DATA FOR THE TASK START

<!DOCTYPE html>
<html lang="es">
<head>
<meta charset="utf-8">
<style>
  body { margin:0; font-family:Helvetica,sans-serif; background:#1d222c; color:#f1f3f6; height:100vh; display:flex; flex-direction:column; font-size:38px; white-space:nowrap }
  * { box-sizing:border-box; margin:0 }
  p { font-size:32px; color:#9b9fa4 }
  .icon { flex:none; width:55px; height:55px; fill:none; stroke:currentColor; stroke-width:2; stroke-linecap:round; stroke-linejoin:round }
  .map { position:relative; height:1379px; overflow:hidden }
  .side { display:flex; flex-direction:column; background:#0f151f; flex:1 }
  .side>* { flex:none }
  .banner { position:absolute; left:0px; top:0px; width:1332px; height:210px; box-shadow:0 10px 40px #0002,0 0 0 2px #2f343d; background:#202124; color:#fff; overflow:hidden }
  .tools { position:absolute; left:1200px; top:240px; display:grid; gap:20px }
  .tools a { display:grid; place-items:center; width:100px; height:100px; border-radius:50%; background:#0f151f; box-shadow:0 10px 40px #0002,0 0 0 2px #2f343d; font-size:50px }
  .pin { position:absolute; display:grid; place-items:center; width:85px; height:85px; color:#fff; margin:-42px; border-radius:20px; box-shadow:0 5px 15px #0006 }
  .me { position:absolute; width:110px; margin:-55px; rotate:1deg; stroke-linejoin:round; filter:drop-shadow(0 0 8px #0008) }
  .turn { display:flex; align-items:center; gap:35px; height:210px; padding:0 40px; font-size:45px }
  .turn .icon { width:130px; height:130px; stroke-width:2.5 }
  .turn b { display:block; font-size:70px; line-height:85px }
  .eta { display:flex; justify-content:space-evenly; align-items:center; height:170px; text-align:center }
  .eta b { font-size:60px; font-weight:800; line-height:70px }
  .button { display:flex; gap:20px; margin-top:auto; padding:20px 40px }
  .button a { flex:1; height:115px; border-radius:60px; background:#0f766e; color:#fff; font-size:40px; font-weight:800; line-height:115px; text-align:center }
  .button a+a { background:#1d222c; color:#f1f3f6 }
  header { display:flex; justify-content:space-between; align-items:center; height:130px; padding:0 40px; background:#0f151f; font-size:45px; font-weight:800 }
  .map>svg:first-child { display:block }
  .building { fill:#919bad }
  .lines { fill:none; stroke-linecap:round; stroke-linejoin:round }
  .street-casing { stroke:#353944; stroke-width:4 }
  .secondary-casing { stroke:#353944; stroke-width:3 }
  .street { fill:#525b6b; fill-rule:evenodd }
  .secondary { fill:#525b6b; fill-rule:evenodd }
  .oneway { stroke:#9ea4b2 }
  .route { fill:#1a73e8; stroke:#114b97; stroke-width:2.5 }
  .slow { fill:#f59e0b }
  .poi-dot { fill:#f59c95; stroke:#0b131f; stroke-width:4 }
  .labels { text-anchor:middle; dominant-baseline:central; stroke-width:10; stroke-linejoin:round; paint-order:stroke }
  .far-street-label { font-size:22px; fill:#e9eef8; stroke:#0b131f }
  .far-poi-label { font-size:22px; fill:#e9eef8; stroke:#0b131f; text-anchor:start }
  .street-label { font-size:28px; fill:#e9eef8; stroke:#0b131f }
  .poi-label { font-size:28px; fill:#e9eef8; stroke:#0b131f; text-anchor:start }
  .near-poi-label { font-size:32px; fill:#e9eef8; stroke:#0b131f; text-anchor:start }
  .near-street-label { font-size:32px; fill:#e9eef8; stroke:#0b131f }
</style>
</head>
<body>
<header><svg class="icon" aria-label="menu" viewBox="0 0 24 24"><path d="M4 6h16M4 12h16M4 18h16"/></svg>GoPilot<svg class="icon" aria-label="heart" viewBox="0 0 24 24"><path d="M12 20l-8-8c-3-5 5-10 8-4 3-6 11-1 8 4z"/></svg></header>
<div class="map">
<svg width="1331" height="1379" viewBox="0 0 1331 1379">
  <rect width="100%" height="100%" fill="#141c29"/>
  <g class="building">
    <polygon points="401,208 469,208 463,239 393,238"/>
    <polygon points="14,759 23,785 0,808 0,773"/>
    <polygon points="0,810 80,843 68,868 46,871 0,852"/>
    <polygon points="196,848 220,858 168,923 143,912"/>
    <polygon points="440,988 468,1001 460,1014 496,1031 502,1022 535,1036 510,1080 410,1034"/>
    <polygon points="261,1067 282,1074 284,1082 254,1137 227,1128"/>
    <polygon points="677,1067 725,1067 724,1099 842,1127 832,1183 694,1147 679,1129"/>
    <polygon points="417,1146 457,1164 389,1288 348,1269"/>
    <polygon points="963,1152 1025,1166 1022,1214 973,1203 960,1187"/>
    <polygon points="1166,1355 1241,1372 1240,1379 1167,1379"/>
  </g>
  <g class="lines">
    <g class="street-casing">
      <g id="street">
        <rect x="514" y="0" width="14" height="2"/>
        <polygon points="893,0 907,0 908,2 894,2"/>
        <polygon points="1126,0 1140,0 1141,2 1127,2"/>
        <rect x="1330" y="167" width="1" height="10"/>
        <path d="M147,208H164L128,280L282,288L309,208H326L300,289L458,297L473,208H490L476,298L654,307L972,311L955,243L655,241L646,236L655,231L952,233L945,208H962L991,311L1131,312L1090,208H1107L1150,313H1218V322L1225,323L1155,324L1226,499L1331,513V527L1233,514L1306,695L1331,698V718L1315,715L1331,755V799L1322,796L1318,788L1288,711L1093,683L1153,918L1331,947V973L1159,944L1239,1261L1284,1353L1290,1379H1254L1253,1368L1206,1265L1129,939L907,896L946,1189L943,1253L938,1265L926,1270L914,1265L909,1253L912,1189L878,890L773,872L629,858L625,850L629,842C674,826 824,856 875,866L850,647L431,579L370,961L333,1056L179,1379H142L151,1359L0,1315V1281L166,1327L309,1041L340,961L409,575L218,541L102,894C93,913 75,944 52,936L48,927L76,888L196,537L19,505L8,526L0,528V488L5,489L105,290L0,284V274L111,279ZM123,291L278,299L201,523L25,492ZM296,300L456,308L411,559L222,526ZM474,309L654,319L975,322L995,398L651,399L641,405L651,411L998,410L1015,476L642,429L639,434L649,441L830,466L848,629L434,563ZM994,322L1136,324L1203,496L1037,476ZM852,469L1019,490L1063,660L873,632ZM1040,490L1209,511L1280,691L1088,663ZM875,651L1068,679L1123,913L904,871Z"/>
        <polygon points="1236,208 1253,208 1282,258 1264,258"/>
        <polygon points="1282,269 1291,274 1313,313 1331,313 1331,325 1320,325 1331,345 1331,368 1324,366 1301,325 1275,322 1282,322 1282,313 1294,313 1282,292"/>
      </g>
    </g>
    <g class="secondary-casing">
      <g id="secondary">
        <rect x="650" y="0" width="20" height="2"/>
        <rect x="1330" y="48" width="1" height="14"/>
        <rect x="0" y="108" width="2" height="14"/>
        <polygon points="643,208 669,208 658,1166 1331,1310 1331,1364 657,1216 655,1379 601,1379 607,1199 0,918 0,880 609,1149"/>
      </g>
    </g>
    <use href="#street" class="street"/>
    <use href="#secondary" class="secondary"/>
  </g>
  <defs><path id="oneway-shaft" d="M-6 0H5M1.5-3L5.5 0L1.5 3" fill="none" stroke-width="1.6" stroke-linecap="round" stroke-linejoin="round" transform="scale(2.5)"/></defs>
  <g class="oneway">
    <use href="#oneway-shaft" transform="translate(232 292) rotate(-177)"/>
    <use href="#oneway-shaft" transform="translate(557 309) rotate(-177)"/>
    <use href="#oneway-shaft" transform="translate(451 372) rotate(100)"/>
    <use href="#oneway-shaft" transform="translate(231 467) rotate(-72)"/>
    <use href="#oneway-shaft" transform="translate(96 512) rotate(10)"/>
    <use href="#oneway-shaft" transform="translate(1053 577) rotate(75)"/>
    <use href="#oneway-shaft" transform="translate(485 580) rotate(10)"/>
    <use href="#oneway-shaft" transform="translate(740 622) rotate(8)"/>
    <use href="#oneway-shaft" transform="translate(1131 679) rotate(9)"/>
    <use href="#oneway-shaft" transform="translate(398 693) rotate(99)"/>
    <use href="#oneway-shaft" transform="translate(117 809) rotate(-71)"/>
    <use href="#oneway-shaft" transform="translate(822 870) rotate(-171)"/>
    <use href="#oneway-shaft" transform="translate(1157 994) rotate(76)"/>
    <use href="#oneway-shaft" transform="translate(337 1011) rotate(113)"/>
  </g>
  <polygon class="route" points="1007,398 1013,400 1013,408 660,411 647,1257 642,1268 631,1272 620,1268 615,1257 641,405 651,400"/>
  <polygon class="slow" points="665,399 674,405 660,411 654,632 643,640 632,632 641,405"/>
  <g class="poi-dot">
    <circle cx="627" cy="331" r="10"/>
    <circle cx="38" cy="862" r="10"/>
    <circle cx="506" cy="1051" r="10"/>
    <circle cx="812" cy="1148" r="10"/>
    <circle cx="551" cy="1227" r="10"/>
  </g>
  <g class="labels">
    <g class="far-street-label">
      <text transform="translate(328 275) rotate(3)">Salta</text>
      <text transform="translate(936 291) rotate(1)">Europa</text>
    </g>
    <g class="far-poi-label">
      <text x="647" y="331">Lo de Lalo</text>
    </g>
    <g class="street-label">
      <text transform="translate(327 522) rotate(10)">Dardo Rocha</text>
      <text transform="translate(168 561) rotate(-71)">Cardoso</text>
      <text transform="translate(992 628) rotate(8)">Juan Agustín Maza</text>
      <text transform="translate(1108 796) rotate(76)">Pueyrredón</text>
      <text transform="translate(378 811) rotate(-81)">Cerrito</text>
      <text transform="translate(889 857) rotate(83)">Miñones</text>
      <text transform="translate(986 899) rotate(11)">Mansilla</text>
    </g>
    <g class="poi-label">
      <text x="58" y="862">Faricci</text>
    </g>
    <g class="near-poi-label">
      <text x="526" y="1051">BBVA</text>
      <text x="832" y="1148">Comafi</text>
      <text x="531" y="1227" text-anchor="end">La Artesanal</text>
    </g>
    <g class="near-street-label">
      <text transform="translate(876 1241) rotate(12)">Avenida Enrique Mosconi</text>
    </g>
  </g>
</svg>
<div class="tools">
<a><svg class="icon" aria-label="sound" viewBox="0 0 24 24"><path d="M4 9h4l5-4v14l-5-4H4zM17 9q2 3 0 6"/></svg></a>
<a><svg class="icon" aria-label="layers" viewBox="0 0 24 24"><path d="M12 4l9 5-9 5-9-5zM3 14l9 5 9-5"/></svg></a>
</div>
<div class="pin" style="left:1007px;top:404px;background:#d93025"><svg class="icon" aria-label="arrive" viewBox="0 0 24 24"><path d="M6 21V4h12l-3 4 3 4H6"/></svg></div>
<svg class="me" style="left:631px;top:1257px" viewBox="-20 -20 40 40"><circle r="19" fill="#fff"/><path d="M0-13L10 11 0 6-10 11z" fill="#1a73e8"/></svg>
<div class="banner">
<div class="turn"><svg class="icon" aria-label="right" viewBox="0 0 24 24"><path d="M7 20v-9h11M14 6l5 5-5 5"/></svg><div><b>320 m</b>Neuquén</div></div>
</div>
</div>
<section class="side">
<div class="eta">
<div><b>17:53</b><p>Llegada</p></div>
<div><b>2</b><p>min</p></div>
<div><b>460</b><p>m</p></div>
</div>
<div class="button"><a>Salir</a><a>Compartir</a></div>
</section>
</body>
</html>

DATA FOR THE TASK END

__WHAT THIS TASK INVOLVES__. Would you print exactly and only the lines of the material above that run from the line with "width:130px; height:130px; stroke-width:2.5" through the line with "display:block; font-size:70px; line-height:85px", both included?

__SOLUTION TO THIS PROBLEM__.
  .turn .icon { width:130px; height:130px; stroke-width:2.5 }
  .turn b { display:block; font-size:70px; line-height:85px }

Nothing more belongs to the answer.